I had an intellectual realisation this morning as I put the washing in the machine*. It is not written on my heart yet as my life hasn't changed**, but it did give me some hope.
Mostly in my life I feel alone and like I have to do everything by myself (VERY self reliant). I realised*** the Truth is that I am never alone, God is ALWAYS there, ALWAYS loving me and ready at any moment to be with me if I allow Her to be. So in my arrogance, self reliance and self absorption I fight my way along 'trying' when actually God is totally there wanting to help me and I am ignoring Him. (I do have to feel for myself, God can't do that for me, I am the only one who can release the error out of my soul, BUT I am not alone in doing it, I have a friend always by my side****). I feel I may have to 'realise' this more than once if it does not enter my heart. This morning I felt excited by it!
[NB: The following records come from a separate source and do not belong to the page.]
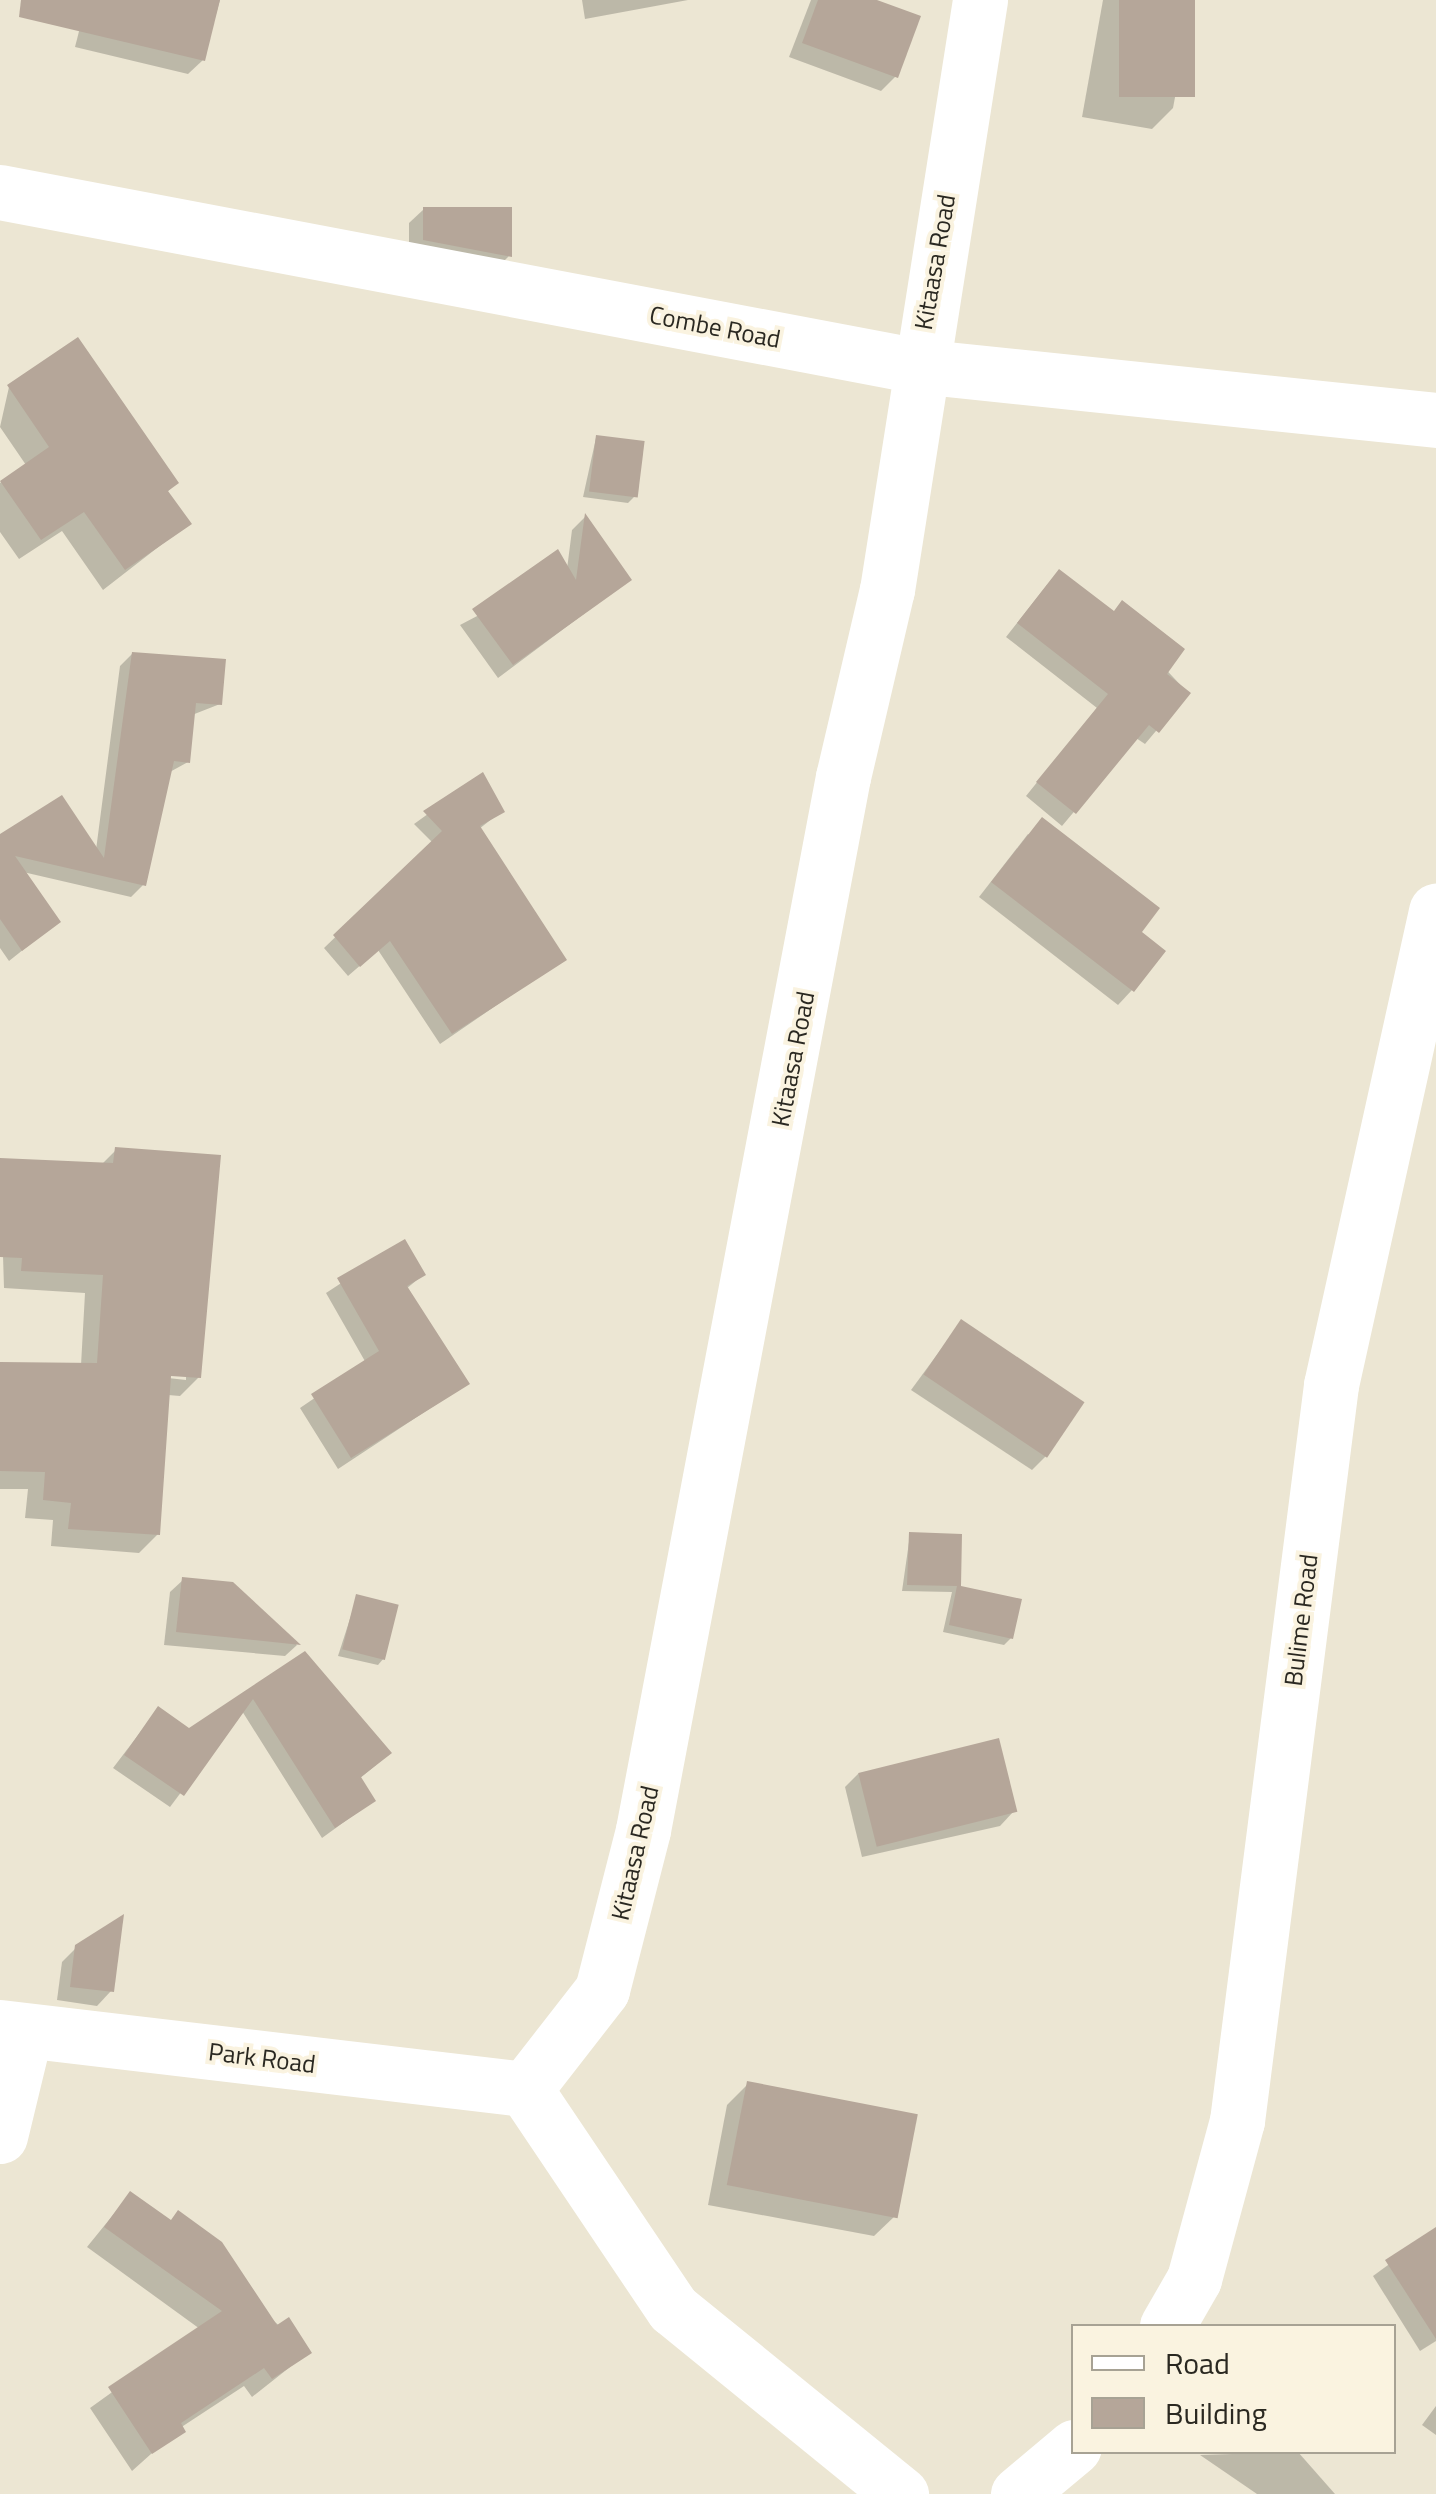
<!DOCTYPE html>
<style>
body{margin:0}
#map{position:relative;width:1436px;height:2494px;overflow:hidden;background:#ece6d3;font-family:"Titillium Web",sans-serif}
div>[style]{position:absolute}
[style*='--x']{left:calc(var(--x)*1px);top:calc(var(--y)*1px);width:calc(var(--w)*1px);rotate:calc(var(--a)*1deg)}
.shadow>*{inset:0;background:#0003}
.building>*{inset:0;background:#b5a699;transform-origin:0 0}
.minor>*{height:55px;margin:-27.5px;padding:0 27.5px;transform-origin:27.5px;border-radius:27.5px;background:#fff}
span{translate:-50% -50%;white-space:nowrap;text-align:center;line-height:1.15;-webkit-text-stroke:8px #faf3e0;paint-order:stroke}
.street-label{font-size:25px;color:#2a2821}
.legend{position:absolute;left:1071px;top:2324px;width:325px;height:130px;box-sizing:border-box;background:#faf3e0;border:2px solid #a7a294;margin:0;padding:12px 18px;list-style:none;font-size:30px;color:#2a2821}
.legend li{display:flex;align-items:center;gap:20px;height:50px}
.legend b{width:50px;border:2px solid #a7a294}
</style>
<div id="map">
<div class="shadow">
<div style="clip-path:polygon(87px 0,220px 0,203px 60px,188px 74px,75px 47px)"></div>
<div style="clip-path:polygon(582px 0,688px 0,585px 19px)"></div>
<div style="clip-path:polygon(811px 0,869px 0,896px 76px,881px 91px,789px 57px)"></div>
<div style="clip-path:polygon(1103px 0,1193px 0,1173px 108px,1152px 129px,1082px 117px)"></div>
<div style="clip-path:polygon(424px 209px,509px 256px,495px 270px,409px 254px,409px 223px)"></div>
<div style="clip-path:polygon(9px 387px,176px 483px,166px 493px,188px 524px,103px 590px,62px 531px,19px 559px,0 532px,0 483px,26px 465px,0 427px)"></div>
<div style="clip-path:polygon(596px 438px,635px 496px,628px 503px,583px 497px)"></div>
<div style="clip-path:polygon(585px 517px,629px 580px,498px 678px,460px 625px,567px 569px,572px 530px)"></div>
<div style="clip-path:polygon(1047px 585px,1113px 613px,1188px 693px,1145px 744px,1136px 738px,1062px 826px,1026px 796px,1097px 708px,1006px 637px)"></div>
<div style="clip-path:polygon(132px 654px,220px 704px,192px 715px,188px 762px,168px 773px,143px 885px,131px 897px,23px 872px,58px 922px,9px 961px,0 948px,0 837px,96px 850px,120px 666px)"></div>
<div style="clip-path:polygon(482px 775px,502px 811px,479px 829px,564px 959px,440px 1044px,378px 950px,348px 976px,324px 948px,433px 843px,414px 824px)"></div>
<div style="clip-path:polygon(1028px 834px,1138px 933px,1132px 990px,1118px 1005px,979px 897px)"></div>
<div style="clip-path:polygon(evenodd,116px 1150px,199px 1377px,180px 1396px,168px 1395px,158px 1534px,139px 1553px,51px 1546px,53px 1520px,25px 1518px,28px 1489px,0 1489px,0 1364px,81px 1365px,85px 1293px,4px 1288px,0 1160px,101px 1165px,116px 1150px,159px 1372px,186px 1375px,186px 1380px,159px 1377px,159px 1372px)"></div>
<div style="clip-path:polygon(404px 1242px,423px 1275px,406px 1289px,467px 1384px,338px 1469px,300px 1408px,366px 1363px,326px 1293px)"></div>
<div style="clip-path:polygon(961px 1322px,1046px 1456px,1032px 1470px,911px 1390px)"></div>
<div style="clip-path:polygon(910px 1535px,959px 1537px,958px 1588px,1011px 1638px,1004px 1645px,943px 1632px,952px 1592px,902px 1591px)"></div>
<div style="clip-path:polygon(183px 1580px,232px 1584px,297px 1645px,285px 1656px,164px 1645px,170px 1592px)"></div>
<div style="clip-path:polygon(357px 1597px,384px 1658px,378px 1665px,338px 1656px)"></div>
<div style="clip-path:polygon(304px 1654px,376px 1765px,359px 1779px,373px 1801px,322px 1838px,242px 1711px,170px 1807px,113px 1768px,158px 1709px,189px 1731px)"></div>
<div style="clip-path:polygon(859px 1773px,1014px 1811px,1000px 1826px,862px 1857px,845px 1787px)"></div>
<div style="clip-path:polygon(77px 1947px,111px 1991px,97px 2006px,57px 2000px,62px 1962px)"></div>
<div style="clip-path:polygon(748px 2084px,896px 2215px,874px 2236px,708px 2205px,727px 2105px)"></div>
<div style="clip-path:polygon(130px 2194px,309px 2352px,252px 2397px,244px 2386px,180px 2428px,132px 2471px,90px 2408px,200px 2329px,87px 2247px)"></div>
<div style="clip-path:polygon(1436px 2230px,1436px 2341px,1420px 2351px,1373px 2276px)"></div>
<div style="clip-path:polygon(1436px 2406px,1436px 2435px,1422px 2425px)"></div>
<div style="clip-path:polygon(1298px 2452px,1335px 2494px,1257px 2494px,1200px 2455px)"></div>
</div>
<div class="building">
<div style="clip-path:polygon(21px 0,220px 0,205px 61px,19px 17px)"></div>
<div style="clip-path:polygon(818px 0,877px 0,921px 16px,898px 78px,802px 43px)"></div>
<div style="left:1119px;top:0;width:76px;height:97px"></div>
<div style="clip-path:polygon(423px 207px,512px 207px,512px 257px,423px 240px)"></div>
<div style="clip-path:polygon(78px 337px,179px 483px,168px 491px,192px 524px,125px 570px,84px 512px,41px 540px,0 481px,49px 447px,7px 385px)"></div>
<div style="left:596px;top:435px;width:49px;height:57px;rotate:7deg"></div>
<div style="clip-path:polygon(585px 513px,632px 580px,513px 665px,472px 609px,558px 549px,576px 580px)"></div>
<div style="clip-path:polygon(1059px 569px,1114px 611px,1122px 600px,1185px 649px,1167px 674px,1191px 693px,1159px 733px,1149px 725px,1076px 814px,1036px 782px,1108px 694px,1017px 623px)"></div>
<div style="clip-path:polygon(132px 652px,226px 659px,222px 705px,196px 703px,190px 763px,174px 761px,146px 886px,15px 856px,61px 922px,22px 951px,0 919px,0 834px,62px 795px,104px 858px)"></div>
<div style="clip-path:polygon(483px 772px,505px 812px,480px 826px,567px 960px,452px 1034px,390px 941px,360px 967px,333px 935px,442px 831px,423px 811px)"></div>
<div style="clip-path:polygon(1042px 817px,1160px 908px,1142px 932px,1166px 951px,1134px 992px,991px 882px)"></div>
<div style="clip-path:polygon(115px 1147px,221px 1155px,201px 1378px,171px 1376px,160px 1535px,68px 1529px,71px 1503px,43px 1500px,45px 1472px,0 1471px,0 1362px,97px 1363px,103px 1275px,21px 1271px,22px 1258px,0 1257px,0 1158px,113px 1163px)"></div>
<div style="clip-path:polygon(405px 1239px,426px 1275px,407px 1286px,470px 1384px,351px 1458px,311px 1394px,379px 1351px,337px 1278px)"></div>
<div style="left:961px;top:1319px;width:149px;height:67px;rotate:34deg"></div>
<div style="clip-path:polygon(909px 1532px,962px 1534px,961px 1586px,1022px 1599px,1013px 1639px,949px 1625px,957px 1586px,907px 1585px)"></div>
<div style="clip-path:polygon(182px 1577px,233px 1582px,301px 1645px,176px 1632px)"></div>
<div style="left:356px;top:1594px;width:44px;height:57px;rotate:14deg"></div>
<div style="clip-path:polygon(305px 1651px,392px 1753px,361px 1777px,376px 1801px,335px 1828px,253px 1699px,184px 1796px,124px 1755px,158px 1706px,189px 1728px)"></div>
<div style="left:999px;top:1738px;width:76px;height:145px;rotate:76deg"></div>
<div style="clip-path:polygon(124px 1914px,114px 1992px,70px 1987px,75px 1945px)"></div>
<div style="left:747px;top:2081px;width:174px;height:106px;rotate:11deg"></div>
<div style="clip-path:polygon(130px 2191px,171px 2220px,178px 2210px,222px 2242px,277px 2325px,289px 2317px,312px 2353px,272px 2379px,264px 2368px,181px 2423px,186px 2432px,152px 2454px,108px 2387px,222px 2311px,104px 2227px)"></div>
<div style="clip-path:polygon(1436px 2227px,1436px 2339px,1385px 2260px)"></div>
</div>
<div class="minor">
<div style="--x:0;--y:192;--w:934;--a:10.73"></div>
<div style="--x:918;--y:366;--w:521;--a:5.95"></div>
<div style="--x:0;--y:2027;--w:529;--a:6.74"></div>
<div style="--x:525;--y:2089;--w:125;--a:-52.1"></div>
<div style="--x:602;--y:1990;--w:165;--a:-75.6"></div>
<div style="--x:643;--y:1830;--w:1072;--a:-79.25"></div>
<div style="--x:843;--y:777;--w:192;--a:-76.8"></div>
<div style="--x:887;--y:590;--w:597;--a:-81.04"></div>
<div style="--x:525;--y:2089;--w:265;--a:56.1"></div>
<div style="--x:673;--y:2309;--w:294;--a:39.1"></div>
<div style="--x:0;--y:2136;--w:106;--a:-76.4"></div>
<div style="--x:1167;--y:2326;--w:54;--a:-60.1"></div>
<div style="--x:1194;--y:2279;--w:164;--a:-74.8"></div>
<div style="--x:1237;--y:2121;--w:742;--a:-82.72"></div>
<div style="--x:1331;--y:1385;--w:486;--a:-77.5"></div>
<div style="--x:1018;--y:2494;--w:73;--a:-40"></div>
</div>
<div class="street-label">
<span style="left:935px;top:262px;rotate:-80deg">Kitaasa Road</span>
<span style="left:715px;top:327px;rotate:11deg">Combe Road</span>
<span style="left:793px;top:1059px;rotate:-79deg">Kitaasa Road</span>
<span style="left:1301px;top:1620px;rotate:-83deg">Bulime Road</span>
<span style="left:635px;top:1853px;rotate:-77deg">Kitaasa Road</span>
<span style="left:262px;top:2058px;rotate:7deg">Park Road</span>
</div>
<ul class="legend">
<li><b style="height:12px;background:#fff"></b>Road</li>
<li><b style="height:28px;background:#b5a699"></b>Building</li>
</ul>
</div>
As always I have a choice here, to feel or to deny my feelings. I will see how courageous I am over the next while and how willing I am to emotionally experience my life rather than intellectually working it out, trying to control and avoid it.
Thank you God!
* I am SO GRATEFUL for the washing machine and appliances that give me time to do other things.
** I have to be more honest with myself. My Life has not changed drastically, and The Law of Attraction is still showing me that I have not released my causal emotions and until that changes I know that I still have those emotions within me, no matter how much I tell myself I am different and 'better' I am not and thank you God that you show me that - even when I don't want to see/feel/hear it! Thank you for making it instant and obvious!
*** Realisations are so fascinating I reckon. It is like I say or think I 'get it' often when things are talked about, or I hear about them, but until I actually FEEL it and experience for myself or even sort of intellectually realise it for MYSELF I actually don't 'get it' at all, I merely THINK I do. Something to look into here I feel, how much am I telling myself I understand when in fact I don't understand at all?
**** This made me realise that I haven't experienced or given the gift of true friendship very often in my life.